◆ TASK BRIEF: From the material beneath, pull every line with the word "controls".

---+---

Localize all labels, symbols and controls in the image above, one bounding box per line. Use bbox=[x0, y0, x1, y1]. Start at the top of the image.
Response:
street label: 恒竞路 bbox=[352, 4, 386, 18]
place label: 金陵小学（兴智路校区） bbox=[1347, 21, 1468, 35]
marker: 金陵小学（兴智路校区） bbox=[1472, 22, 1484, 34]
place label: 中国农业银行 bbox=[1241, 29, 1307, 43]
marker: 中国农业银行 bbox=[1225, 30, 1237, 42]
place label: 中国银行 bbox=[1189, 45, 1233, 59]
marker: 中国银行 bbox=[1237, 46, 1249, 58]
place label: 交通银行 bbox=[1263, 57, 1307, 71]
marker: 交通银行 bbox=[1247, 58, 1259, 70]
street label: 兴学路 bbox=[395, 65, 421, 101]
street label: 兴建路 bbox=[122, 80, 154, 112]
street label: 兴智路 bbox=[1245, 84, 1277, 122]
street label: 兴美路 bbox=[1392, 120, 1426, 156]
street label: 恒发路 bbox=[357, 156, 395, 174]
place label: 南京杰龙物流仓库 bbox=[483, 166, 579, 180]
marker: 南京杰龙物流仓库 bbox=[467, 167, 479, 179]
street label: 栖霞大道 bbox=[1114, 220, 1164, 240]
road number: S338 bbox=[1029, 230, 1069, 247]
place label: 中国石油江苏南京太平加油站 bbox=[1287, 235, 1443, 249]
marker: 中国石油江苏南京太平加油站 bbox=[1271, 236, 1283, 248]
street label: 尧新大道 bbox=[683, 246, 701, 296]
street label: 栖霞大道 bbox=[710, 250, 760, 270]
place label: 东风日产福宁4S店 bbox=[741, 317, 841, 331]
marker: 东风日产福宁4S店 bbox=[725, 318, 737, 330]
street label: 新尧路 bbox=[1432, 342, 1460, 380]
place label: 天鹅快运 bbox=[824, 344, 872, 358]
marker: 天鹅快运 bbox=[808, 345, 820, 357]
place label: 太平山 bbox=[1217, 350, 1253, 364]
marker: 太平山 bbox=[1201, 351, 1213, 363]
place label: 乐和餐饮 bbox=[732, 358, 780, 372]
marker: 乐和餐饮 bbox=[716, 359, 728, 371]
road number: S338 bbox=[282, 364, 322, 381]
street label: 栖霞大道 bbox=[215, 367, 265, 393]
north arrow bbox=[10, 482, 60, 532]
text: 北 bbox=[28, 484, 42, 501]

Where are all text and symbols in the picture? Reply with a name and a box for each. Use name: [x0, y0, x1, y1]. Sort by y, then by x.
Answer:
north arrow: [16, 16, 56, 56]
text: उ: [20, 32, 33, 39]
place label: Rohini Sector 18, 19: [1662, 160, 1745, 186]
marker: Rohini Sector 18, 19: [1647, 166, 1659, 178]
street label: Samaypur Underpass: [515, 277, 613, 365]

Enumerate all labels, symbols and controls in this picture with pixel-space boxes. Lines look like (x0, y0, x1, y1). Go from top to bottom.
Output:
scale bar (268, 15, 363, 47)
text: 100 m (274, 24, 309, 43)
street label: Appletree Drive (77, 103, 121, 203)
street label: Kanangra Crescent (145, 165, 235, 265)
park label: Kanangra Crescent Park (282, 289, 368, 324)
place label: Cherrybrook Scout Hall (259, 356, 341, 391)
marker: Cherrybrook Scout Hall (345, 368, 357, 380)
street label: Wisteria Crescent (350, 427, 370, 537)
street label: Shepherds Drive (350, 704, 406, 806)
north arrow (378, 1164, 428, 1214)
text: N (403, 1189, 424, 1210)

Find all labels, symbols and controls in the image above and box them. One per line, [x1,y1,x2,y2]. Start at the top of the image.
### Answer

---+---

◆ TASK OUTPUT:
Localize all labels, symbols and controls in the image above, one bounding box per line. Use bbox=[x0, y0, x1, y1]. Start at the top of the image.
Enumerate all labels, symbols and controls in this picture with pixel-space boxes. Lines look like (x0, y0, x1, y1). Go from top to bottom.
Find all labels, symbols and controls in the image above and box them. One per line, [x1,y1,x2,y2]. Start at the top of the image.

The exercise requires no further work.